• [About this task] Scan the entries below and state how many lines contain "structured". No other output.

• [Data for this task]

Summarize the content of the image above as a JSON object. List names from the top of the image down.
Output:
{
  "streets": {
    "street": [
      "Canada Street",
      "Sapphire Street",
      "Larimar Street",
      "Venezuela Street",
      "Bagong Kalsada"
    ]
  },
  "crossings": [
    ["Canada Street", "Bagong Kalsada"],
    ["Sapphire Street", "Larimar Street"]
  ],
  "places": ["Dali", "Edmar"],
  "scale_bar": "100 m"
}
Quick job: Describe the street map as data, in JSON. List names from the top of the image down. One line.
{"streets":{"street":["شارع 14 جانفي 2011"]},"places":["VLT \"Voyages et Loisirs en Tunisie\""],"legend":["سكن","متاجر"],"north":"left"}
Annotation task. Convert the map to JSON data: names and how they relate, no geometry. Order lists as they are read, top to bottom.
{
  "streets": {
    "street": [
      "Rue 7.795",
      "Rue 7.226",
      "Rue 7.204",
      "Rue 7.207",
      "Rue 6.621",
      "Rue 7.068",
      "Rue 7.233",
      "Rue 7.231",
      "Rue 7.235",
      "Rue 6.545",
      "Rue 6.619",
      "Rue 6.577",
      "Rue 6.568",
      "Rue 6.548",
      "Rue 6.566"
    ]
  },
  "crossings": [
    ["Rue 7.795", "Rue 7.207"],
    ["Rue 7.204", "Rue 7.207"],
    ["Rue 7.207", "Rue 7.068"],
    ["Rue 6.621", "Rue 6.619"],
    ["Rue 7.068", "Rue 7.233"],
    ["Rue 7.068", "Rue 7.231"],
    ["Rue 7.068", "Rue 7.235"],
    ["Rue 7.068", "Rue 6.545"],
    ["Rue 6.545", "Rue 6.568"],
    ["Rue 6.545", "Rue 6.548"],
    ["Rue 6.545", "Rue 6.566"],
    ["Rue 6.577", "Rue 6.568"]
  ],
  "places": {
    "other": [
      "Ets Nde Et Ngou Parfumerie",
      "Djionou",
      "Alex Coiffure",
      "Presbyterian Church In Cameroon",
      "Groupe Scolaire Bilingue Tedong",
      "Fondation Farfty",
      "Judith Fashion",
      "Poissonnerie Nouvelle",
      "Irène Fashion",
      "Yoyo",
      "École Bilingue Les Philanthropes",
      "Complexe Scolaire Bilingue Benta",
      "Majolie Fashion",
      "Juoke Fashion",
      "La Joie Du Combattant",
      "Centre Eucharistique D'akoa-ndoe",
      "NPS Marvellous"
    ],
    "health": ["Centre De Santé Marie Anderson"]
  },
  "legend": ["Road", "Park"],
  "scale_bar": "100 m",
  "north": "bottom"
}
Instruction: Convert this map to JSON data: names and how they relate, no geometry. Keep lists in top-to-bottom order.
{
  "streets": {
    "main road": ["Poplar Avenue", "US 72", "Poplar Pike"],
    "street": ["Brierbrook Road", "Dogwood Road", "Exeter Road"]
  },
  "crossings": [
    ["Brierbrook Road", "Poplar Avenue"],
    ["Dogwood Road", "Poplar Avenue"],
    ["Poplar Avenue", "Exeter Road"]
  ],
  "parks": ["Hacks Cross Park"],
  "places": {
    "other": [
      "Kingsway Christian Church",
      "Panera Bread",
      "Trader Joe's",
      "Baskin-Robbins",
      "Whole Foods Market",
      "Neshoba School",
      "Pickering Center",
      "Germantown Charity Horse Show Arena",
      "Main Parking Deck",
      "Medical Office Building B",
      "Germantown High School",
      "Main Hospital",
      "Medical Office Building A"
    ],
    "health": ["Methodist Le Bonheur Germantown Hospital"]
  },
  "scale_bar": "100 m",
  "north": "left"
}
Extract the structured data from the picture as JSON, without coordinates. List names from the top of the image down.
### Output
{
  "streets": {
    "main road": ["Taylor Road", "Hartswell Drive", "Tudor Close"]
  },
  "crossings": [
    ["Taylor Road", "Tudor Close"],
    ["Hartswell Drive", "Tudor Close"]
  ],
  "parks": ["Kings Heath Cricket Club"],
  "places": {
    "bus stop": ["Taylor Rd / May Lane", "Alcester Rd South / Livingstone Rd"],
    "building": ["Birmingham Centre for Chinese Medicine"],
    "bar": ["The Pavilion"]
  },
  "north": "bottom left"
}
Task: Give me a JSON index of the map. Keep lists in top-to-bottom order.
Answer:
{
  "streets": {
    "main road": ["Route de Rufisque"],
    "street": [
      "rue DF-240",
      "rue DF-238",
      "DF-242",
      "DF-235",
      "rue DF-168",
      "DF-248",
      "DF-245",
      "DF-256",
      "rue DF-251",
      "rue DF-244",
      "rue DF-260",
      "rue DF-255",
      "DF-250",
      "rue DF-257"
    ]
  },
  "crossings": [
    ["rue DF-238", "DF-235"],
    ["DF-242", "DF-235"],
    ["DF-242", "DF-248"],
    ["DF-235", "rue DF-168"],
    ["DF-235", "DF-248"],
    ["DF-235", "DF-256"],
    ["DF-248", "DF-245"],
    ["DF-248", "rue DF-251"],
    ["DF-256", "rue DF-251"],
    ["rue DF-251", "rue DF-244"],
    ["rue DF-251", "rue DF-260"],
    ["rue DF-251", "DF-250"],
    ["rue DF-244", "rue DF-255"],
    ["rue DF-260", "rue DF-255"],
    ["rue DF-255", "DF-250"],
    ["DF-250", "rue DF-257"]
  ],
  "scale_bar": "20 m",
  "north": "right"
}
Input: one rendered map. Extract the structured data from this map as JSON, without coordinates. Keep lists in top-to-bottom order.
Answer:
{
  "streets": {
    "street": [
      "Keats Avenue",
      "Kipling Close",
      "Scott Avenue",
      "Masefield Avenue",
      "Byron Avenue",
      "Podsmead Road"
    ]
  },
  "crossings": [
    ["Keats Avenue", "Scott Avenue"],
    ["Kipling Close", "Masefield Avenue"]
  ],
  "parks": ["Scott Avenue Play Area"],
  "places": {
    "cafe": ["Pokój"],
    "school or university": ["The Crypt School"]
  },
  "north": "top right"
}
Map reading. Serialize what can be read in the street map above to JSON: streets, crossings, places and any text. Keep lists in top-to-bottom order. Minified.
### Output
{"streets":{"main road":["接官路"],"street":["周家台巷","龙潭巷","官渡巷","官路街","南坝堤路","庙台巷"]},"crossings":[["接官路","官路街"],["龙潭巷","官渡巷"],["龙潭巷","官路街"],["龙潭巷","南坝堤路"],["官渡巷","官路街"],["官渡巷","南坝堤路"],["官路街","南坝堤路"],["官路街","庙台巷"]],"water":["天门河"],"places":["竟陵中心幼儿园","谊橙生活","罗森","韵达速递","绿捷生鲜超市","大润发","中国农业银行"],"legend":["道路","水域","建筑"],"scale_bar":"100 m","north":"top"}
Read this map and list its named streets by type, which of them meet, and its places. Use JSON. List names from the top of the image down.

• [Final answer] 2